◆ ABOUT THIS EXERCISE
Transcribe the full listing with no word altered.

================

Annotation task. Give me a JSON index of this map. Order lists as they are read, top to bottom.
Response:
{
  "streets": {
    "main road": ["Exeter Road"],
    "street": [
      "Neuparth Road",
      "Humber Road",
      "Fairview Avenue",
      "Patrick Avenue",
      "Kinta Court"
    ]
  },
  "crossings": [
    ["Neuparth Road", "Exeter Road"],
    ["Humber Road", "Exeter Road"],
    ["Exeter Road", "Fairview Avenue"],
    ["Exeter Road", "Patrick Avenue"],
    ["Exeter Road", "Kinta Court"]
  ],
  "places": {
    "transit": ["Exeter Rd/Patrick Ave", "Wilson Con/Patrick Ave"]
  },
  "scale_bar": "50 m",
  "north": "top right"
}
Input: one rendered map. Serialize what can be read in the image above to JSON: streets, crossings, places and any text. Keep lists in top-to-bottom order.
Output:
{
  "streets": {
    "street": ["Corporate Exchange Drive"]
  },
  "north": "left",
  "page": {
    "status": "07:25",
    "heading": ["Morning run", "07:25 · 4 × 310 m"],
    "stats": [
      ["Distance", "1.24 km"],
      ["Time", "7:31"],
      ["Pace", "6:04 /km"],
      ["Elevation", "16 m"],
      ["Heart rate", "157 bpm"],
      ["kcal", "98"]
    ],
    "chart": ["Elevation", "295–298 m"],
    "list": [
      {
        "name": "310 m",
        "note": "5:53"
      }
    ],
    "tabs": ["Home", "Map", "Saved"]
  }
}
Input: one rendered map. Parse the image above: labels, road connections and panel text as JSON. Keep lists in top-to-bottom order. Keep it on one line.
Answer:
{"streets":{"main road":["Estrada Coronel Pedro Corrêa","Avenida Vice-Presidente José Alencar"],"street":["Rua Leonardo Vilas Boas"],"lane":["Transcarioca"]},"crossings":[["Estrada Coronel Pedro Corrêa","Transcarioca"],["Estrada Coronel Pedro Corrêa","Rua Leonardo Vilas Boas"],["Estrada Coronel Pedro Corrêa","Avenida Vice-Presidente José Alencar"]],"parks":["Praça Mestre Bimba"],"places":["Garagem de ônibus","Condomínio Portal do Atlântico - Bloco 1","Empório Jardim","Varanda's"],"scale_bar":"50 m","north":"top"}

================

◆ WRITTEN REPLY
Annotation task. Give me a JSON index of this map. Order lists as they are read, top to bottom.
Response:
{
  "streets": {
    "main road": ["Exeter Road"],
    "street": [
      "Neuparth Road",
      "Humber Road",
      "Fairview Avenue",
      "Patrick Avenue",
      "Kinta Court"
    ]
  },
  "crossings": [
    ["Neuparth Road", "Exeter Road"],
    ["Humber Road", "Exeter Road"],
    ["Exeter Road", "Fairview Avenue"],
    ["Exeter Road", "Patrick Avenue"],
    ["Exeter Road", "Kinta Court"]
  ],
  "places": {
    "transit": ["Exeter Rd/Patrick Ave", "Wilson Con/Patrick Ave"]
  },
  "scale_bar": "50 m",
  "north": "top right"
}
Input: one rendered map. Serialize what can be read in the image above to JSON: streets, crossings, places and any text. Keep lists in top-to-bottom order.
Output:
{
  "streets": {
    "street": ["Corporate Exchange Drive"]
  },
  "north": "left",
  "page": {
    "status": "07:25",
    "heading": ["Morning run", "07:25 · 4 × 310 m"],
    "stats": [
      ["Distance", "1.24 km"],
      ["Time", "7:31"],
      ["Pace", "6:04 /km"],
      ["Elevation", "16 m"],
      ["Heart rate", "157 bpm"],
      ["kcal", "98"]
    ],
    "chart": ["Elevation", "295–298 m"],
    "list": [
      {
        "name": "310 m",
        "note": "5:53"
      }
    ],
    "tabs": ["Home", "Map", "Saved"]
  }
}
Input: one rendered map. Parse the image above: labels, road connections and panel text as JSON. Keep lists in top-to-bottom order. Keep it on one line.
Answer:
{"streets":{"main road":["Estrada Coronel Pedro Corrêa","Avenida Vice-Presidente José Alencar"],"street":["Rua Leonardo Vilas Boas"],"lane":["Transcarioca"]},"crossings":[["Estrada Coronel Pedro Corrêa","Transcarioca"],["Estrada Coronel Pedro Corrêa","Rua Leonardo Vilas Boas"],["Estrada Coronel Pedro Corrêa","Avenida Vice-Presidente José Alencar"]],"parks":["Praça Mestre Bimba"],"places":["Garagem de ônibus","Condomínio Portal do Atlântico - Bloco 1","Empório Jardim","Varanda's"],"scale_bar":"50 m","north":"top"}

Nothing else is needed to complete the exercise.